Low spatial frequency is not very well outlined but you see the overall image but just a vague version of it.

Question 21

Spatial frequency sensitivity

Answer 21

This depends on the contrast and brightness.

Question 22

Spatial frequency sensitivity of RGC’s

Answer 22

Center part of the RGC receptive field is sensitive from low to high SF’s. Surround from low to intermediate SF’s.
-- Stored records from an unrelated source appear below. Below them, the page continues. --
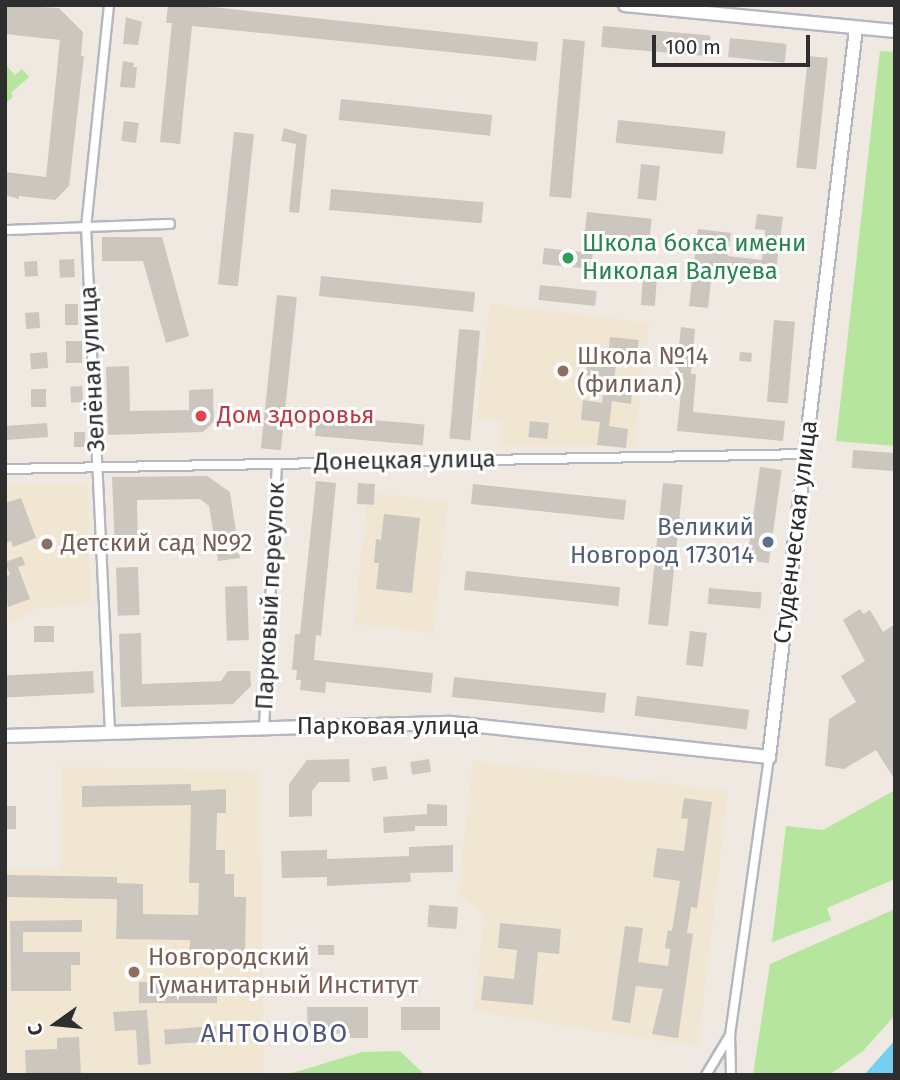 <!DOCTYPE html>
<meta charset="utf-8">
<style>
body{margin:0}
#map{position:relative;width:900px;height:1080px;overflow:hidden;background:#efe9e1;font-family:"Fira Sans",sans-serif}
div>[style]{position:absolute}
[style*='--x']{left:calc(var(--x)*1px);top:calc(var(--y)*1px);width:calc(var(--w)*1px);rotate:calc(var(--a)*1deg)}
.education>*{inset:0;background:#f0e6d1;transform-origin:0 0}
.green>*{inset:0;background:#b6e59e}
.water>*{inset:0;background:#75cff0}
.building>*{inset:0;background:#cbc7bf;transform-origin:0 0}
.roads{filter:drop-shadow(2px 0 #b4b7c1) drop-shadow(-2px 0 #b4b7c1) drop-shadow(0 2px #b4b7c1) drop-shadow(0 -2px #b4b7c1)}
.street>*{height:8px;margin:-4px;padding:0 4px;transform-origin:4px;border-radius:4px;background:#fff}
.secondary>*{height:12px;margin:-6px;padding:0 6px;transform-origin:6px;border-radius:6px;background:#fff}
.dots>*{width:19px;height:19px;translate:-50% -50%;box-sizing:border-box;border:4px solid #fff;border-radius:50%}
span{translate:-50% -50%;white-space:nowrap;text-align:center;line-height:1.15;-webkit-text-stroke:6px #fff;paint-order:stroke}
.leisure-label{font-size:24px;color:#27864d}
.left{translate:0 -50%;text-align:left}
.education-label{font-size:24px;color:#785e54}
.street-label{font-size:24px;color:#2e2e2e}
.health-label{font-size:24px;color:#be3a42}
.service-label{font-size:24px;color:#4e5e75}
.right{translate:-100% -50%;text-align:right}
.neighbourhood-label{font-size:26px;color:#4d5680;letter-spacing:2px}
.frame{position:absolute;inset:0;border:7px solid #2e2e2e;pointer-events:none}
.north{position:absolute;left:21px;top:989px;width:70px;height:70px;-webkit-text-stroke:5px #fff;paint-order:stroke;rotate:255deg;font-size:19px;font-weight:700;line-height:28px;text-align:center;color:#2e2e2e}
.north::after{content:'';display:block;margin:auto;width:24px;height:32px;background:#2e2e2e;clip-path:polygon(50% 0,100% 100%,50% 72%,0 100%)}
.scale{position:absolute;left:652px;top:35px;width:158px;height:32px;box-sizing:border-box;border:4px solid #2e2e2e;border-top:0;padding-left:9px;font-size:21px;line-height:24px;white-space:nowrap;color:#2e2e2e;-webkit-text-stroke:5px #fff;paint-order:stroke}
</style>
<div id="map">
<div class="education">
<i style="clip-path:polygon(490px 304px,649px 323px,634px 446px,499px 446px,502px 422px,476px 418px)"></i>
<i style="clip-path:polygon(88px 483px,90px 604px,38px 608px,5px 626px,5px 484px)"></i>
<i style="left:368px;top:493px;width:80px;height:132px;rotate:6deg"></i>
<i style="clip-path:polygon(473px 761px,728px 791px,698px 1047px,474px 1011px,484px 916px,458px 893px)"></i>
<i style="clip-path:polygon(62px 767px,260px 771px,264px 1075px,5px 1075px,5px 868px,60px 869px)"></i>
</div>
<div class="green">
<i style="clip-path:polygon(880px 51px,895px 52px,895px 446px,836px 441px)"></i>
<i style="clip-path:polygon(5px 64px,15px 75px,22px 69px,29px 77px,11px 93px,13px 97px,5px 104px)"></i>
<i style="clip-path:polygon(895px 790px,895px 879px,827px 908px,831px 920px,772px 942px,786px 826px,823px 830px)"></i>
<i style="clip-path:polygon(895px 909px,895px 1015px,863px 1051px,829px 1075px,753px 1075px,770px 964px)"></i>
<i style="clip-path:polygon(400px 1051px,425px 1075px,286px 1075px,362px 1052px)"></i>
</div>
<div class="water">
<i style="clip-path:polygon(895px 1040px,895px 1075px,863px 1075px,865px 1074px)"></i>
</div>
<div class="building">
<i style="clip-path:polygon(5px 5px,59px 8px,83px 32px,81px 56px,84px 56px,69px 186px,55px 200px,19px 196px,19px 199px,5px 195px,5px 172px,46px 177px,60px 40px,5px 34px)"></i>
<i style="clip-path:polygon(168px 5px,194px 5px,538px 42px,536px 61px,192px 26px,180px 144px,160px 142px,172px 23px,166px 23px)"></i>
<i style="clip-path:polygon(126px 17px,142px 22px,138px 45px,123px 44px)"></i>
<i style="left:603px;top:26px;width:108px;height:21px;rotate:5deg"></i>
<i style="left:730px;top:38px;width:57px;height:19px;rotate:6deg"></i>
<i style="left:563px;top:39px;width:22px;height:158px;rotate:5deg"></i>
<i style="left:808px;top:56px;width:20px;height:112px;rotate:6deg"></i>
<i style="clip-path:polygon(123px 61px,134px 63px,133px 67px,137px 67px,135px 88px,120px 87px)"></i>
<i style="left:341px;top:99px;width:152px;height:21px;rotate:6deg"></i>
<i style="left:618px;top:120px;width:108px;height:23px;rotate:6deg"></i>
<i style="left:124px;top:121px;width:15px;height:20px;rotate:8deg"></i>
<i style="clip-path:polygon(284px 128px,307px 135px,299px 213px,289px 212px,296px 144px,281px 141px)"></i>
<i style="left:234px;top:132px;width:20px;height:153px;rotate:6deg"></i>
<i style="left:641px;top:164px;width:19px;height:35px;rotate:6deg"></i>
<i style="left:331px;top:189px;width:153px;height:21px;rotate:5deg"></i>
<i style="left:587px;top:212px;width:65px;height:21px;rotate:6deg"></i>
<i style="clip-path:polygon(757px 214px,783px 217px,775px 278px,712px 271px,708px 308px,689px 306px,698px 229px,731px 233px,728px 256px,762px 260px,765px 230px,755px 229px)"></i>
<i style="clip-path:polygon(102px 237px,162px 237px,189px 336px,166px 343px,143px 261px,102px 261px)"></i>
<i style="left:544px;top:248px;width:49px;height:16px;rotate:6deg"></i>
<i style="left:74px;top:259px;width:18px;height:15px;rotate:87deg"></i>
<i style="left:37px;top:261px;width:15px;height:13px;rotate:86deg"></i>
<i style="left:643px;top:275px;width:14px;height:30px;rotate:4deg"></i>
<i style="left:321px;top:276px;width:155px;height:20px;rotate:6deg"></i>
<i style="left:540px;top:285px;width:57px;height:15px;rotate:6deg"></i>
<i style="left:277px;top:295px;width:20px;height:154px;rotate:6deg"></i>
<i style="left:65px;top:304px;width:13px;height:21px"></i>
<i style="left:39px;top:312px;width:16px;height:14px;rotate:86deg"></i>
<i style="left:774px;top:320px;width:21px;height:82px;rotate:5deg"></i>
<i style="clip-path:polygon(681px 327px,695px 329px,691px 374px,696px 374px,693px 412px,785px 421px,783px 441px,677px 431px,683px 373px,676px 373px)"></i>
<i style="left:459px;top:329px;width:21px;height:110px;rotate:5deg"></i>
<i style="clip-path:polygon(610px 337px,639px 340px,636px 360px,617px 357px,614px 382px,633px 384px,631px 404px,612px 401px,609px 426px,628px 429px,626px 448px,597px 445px,600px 422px,581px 420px,583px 400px,602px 403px,605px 378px,586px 375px,589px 355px,608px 357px)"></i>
<i style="left:66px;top:341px;width:16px;height:22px"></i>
<i style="left:47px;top:352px;width:16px;height:17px;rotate:86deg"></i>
<i style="left:740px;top:352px;width:12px;height:9px;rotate:5deg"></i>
<i style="clip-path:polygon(129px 366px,130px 411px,189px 410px,189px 390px,213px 389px,214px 422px,203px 432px,108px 435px,106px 367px)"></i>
<i style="left:82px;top:386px;width:16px;height:12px;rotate:86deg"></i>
<i style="left:46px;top:389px;width:18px;height:15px;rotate:90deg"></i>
<i style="left:317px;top:415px;width:108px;height:21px;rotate:5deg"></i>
<i style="left:530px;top:421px;width:19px;height:16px;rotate:6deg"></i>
<i style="left:47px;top:423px;width:14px;height:42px;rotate:86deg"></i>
<i style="left:74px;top:432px;width:11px;height:15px"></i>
<i style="left:853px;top:450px;width:42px;height:18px;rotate:4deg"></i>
<i style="left:760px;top:467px;width:22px;height:94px;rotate:8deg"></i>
<i style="clip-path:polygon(207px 476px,230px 492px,240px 558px,218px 561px,209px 506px,200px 499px,137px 500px,138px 550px,115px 550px,112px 477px)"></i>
<i style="clip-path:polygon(316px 481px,336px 483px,321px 636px,316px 635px,314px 660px,433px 673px,431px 693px,326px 682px,325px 693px,300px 690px,301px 680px,296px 680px,297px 670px,292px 670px,295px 634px,300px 634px)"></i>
<i style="left:358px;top:483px;width:17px;height:21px;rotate:3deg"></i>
<i style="left:663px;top:483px;width:20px;height:142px;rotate:6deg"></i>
<i style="left:473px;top:484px;width:154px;height:20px;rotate:6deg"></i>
<i style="clip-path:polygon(21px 498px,36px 538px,13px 547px,11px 541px,5px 543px,5px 503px)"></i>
<i style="clip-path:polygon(384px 514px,420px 518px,412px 593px,376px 589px,379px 563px,374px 563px,376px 539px,381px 540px)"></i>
<i style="clip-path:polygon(22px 556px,25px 565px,18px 567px,30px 599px,8px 607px,5px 576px,10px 575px,5px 562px)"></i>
<i style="left:138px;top:567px;width:48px;height:22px;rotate:88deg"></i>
<i style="left:466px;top:571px;width:155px;height:19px;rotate:6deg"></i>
<i style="left:247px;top:586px;width:54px;height:22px;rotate:88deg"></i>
<i style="left:709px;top:588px;width:53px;height:16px;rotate:5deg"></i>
<i style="clip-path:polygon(860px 609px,863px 614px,870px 610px,883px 632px,895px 624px,895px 780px,876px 750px,844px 769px,825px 766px,829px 719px,856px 702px,841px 676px,865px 661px,843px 620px)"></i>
<i style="left:34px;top:626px;width:20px;height:16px"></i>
<i style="left:690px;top:631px;width:17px;height:34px;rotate:7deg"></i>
<i style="clip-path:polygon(141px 633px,142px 684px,221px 681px,228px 671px,250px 671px,251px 686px,233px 704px,121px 707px,119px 634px)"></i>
<i style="left:93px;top:671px;width:22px;height:88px;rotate:87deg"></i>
<i style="left:454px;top:677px;width:153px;height:20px;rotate:6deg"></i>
<i style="left:637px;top:696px;width:113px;height:20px;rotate:7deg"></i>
<i style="clip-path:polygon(349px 759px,350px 782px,319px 782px,312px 791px,312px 816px,289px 817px,289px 784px,307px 760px)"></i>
<i style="left:429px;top:759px;width:13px;height:19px;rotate:81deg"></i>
<i style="left:386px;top:766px;width:13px;height:15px;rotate:81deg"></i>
<i style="clip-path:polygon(191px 784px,191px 791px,226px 789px,226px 813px,217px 813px,216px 850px,225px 850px,225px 874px,234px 874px,234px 897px,246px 897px,245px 960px,189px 959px,190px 940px,116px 939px,117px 899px,7px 897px,7px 875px,117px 877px,117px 883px,143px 884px,143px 914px,198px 915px,199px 883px,189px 883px,191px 805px,82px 807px,82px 786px)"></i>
<i style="clip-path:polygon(684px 798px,712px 802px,697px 908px,691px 907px,687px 933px,693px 934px,678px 1038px,652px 1034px,663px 989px,636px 986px,630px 1023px,612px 1020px,625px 926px,643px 928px,638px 962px,668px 966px,670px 949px,665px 948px,668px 930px,672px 931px,680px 881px,653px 877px,657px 848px,684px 851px,688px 819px,681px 818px)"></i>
<i style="clip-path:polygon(427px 804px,447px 805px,447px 826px,415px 826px,415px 831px,384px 833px,383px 817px,427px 814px)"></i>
<i style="left:5px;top:806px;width:11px;height:23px"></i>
<i style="clip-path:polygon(453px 845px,453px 872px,410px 873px,411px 882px,327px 886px,327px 877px,282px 878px,281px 851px,327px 850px,327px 859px,409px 856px,409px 847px)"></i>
<i style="left:429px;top:905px;width:29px;height:22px;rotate:4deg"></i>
<i style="clip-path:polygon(82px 920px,82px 932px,23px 932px,23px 952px,80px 952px,80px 965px,71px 965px,71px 991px,11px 991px,10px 921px)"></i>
<i style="clip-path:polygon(500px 923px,561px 929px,559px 954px,538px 952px,533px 1005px,481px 1000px,484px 976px,514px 979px,517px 950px,498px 948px)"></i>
<i style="left:318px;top:945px;width:16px;height:10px"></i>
<i style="left:217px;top:982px;width:21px;height:78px;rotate:90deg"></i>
<i style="clip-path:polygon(307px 1007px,368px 1007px,368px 1038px,350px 1038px,350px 1033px,324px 1034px,324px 1038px,308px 1038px)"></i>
<i style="left:440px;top:1007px;width:23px;height:39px;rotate:90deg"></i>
<i style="clip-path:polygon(147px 1010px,151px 1064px,138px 1065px,136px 1030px,115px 1031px,113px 1012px)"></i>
<i style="left:216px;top:1026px;width:15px;height:52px;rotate:86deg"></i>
<i style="clip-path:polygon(79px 1037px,81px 1075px,26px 1075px,25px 1050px,57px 1049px,57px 1038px)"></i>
</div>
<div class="roads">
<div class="street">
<i style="--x:109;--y:5;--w:223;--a:95.9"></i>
<i style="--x:86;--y:227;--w:507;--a:87.28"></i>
<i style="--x:5;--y:230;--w:165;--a:-2.1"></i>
<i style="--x:5;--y:469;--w:800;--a:-1.07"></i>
<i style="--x:264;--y:728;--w:264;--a:-87.2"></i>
<i style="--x:706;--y:1075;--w:47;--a:-59"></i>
<i style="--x:731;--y:1075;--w:40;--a:-91.4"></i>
<i style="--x:730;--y:1035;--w:281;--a:-82"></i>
</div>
<div class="secondary">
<i style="--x:625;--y:5;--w:271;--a:5.5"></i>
<i style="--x:5;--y:736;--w:446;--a:-1.7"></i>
<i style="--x:451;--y:723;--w:320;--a:6.1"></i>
<i style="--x:769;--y:757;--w:734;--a:-83.19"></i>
</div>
</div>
<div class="dots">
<i style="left:568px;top:258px;background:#2e9e5b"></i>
<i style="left:563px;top:371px;background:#8d6e63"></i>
<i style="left:201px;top:416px;background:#e0444e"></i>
<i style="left:768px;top:542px;background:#5c6f8a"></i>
<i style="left:47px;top:544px;background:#8d6e63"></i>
<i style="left:134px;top:972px;background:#8d6e63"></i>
</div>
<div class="leisure-label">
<span class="left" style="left:582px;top:258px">Школа бокса имени<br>Николая Валуева</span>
</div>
<div class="education-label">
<span class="left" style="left:577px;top:371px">Школа №14<br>(филиал)</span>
<span class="left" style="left:61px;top:544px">Детский сад №92</span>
<span class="left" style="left:148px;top:972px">Новгородский<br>Гуманитарный Институт</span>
</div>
<div class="street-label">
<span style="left:93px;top:369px;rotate:-93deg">Зелёная улица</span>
<span style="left:405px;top:461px;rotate:-1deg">Донецкая улица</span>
<span style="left:796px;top:532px;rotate:-83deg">Студенческая улица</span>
<span style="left:271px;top:596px;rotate:-87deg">Парковый переулок</span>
<span style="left:388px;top:727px">Парковая улица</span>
</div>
<div class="health-label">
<span class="left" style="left:217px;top:416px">Дом здоровья</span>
</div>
<div class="service-label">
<span class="right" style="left:754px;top:542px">Великий<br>Новгород 173014</span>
</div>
<div class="neighbourhood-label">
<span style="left:275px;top:1034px">АНТОНОВО</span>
</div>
<div class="frame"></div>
<div class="north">С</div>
<div class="scale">100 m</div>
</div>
When combined this gives the characteristic SF tuning of RGC’s.

Question 23

RGC projection to the brain (X and Y)

Answer 23

Midget Cells -> Parvocellular layers of the LGN (M -> P)
Parasol Cells -> Magnocellular layers of the LGN (P -> M)

Question 24

Navon task (hierarchical letter stimuli)

Answer 24

Subjects have to detect either the global target (large letter or shape) , or the local target (small items).
Global targets are detected quicker than local ones. Also congruent stimuli are faster than incongruent.
In addition, global info is faster in the right hemisphere and local info faster in the left.